Comenzamos a avanzar por una ruta muy recta; el guía nos dijo que la ruta corría por un antiguo camino incaico, y que a ese tramo se lo conocía como la recta de Tin Tin. De repente, a ambos lados del camino la planicie se pobló de cardones en flor, cardones altísimos. Era el Parque Nacional los Cardones, donde nos detuvimos. Anduvimos caminando lento, mirando ejemplares centenarios de hasta 20 metros de altura, llenos de flores blancas. Y luego comenzamos a sacarnos fotos en la recta de Tin Tin. El guía me sacó una sentada a lo buda sobre el asfalto, con la recta a mis espaldas. Fue la última del viaje. Cuando subí a la camioneta, la cámara me indicó que la tarjeta estaba dañada y que no tenía más datos. Todas mis fotos se habían borrado. La prueba de que la había pasado bien a pesar de todas las peripecias se había desvanecido sobre la recta de Tin Tin. Me sentía morir.

Llegamos a Cachi para almorzar; nos sentamos a comer bomba de Quinoa... lamentaba tanto mis fotos... tanto esmero le había puesto!! ¿Qué diría mi padre cuando supiera que se había arruinado la tarjeta? ¿Y si el problema era la cámara? Dudas que me atormentaban. Después de comer quedó menos de una hora para recorrer. Caminé lento, entré a la iglesia, recé, lloré. Me sentía totalmente sola, ya ni siquiera podía cumplir mi misión de llevar lindas fotos para que disfruten los demás.

Cachi es pequeño, me quedé con ganas de más. Hubiera comprado unas frutas para tener más tiempo para caminarla en vez de detenerme a almorzar. Parece detenido en el tiempo, tal vez más que Purmamarca o Tilcara; me pareció que era más grande que ellas.

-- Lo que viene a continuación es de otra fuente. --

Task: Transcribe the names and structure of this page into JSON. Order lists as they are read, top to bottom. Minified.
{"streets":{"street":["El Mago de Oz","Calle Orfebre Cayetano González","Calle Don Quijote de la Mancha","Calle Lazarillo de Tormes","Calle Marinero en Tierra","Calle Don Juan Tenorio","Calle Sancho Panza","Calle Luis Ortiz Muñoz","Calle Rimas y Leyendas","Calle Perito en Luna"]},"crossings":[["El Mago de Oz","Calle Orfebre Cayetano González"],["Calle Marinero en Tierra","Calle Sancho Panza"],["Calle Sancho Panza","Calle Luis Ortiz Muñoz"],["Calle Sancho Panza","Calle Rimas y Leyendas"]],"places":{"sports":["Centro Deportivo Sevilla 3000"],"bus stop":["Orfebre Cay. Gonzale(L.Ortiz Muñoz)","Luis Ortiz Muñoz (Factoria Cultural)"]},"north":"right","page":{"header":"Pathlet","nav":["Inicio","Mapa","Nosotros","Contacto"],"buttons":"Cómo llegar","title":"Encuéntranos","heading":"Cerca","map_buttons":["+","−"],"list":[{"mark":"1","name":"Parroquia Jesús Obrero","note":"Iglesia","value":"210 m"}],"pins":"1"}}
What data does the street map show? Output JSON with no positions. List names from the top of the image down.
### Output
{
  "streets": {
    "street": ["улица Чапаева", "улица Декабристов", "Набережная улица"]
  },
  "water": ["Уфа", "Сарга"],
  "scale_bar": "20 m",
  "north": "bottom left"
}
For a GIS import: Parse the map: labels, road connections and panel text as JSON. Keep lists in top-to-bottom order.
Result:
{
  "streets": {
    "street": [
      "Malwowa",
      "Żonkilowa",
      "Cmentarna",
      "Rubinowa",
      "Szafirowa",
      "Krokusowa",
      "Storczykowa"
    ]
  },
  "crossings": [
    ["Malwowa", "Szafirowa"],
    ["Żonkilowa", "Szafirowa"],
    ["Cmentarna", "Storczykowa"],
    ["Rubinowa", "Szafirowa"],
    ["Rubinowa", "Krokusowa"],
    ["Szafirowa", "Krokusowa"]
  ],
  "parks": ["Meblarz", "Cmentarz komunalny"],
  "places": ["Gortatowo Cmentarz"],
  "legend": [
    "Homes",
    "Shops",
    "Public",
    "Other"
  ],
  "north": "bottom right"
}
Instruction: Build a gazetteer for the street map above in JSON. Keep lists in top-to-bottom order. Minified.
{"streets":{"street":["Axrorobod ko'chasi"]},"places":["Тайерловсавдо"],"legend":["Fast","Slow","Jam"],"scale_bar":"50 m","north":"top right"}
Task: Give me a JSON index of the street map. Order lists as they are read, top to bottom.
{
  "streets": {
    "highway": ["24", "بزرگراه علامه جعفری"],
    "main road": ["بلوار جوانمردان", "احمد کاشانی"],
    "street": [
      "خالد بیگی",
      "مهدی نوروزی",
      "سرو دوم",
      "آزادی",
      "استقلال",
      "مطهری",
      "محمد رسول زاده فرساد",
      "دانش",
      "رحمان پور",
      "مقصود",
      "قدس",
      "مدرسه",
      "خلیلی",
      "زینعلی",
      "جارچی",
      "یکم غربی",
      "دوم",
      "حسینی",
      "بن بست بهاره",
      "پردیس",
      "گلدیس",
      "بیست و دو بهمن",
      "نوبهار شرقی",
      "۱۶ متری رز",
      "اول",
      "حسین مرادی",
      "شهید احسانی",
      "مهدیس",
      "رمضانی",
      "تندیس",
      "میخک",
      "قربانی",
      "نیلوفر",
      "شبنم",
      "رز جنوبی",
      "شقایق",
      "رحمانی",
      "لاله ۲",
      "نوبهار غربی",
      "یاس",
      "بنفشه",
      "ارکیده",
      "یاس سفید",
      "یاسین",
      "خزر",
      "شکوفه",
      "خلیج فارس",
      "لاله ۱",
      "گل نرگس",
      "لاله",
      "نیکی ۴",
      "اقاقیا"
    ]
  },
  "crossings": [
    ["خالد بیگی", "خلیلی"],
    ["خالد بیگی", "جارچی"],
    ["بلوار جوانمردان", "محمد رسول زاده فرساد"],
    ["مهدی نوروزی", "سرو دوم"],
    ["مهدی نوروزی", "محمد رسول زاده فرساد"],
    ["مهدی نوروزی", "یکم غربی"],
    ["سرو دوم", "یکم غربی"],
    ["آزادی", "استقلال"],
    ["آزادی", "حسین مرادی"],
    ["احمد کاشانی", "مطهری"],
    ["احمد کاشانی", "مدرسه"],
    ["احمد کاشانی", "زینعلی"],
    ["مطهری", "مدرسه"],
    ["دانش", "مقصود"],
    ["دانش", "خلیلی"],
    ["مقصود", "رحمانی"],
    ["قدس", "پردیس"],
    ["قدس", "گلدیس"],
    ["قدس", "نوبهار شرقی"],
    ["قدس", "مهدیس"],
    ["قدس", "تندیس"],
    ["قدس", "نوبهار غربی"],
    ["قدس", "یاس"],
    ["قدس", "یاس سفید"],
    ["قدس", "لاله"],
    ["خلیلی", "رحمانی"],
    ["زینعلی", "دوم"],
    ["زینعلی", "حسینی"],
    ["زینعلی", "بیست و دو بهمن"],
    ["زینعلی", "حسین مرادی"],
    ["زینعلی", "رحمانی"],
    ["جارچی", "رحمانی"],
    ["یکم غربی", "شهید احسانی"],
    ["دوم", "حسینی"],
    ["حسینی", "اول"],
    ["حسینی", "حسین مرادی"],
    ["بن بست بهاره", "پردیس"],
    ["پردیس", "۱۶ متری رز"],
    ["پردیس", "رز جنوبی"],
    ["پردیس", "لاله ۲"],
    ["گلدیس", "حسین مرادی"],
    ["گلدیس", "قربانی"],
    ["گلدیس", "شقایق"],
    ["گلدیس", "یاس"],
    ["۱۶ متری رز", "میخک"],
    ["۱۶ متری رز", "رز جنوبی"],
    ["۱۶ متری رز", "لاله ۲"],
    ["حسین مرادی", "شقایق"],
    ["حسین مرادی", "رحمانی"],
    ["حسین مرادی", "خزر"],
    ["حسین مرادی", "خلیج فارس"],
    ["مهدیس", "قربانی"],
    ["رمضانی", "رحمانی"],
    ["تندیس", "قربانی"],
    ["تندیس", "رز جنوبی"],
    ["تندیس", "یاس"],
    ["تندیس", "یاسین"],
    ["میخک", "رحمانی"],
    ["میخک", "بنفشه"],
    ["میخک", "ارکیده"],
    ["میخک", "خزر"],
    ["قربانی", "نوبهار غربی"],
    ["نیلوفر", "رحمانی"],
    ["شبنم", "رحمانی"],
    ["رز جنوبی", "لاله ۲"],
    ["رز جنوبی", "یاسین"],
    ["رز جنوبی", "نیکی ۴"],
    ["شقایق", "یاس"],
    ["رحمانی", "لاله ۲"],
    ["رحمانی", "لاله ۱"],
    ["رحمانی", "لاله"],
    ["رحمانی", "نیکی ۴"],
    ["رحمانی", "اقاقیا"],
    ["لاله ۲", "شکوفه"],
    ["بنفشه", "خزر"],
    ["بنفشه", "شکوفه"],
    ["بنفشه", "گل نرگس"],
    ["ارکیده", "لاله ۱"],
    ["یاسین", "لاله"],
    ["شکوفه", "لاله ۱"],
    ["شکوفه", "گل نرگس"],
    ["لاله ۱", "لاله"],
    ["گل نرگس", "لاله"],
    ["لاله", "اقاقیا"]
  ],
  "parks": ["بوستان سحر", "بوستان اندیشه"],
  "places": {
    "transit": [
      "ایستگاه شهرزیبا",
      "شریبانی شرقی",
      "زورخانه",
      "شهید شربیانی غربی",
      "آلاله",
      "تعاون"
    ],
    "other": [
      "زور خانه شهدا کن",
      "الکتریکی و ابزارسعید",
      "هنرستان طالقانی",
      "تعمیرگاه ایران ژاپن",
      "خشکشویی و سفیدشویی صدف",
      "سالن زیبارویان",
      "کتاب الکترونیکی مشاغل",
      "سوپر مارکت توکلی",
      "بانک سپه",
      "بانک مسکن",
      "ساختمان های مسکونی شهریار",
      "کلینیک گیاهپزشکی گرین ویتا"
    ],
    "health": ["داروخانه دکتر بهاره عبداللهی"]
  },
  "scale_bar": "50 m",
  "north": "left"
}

El retorno fue veloz, y ni bien llegué me fui a la casa de fotos a ver si mi cámara tenía arreglo. Nada que hacer. Entonces tomé una decisión: iba a ir a Cafayate, pero nada de irme sola. Iba a pagar una última excursión, y luego me volvería a Buenos Aires. Quería despedirme de Salta con alegría, y para ello necesitaba compañía. Así que fui a la agencia, me contraté la excursión, me saqué pasaje en un Balut para el otro día, y me tomé el 5A al hostal.

La señora María Eugenia se entristeció al saber lo de mis fotos, pero se alegró de mis decisiones, y sobre todo, se mostró satisfecha viendo que pese a todo, me iba a ir conociendo Salta.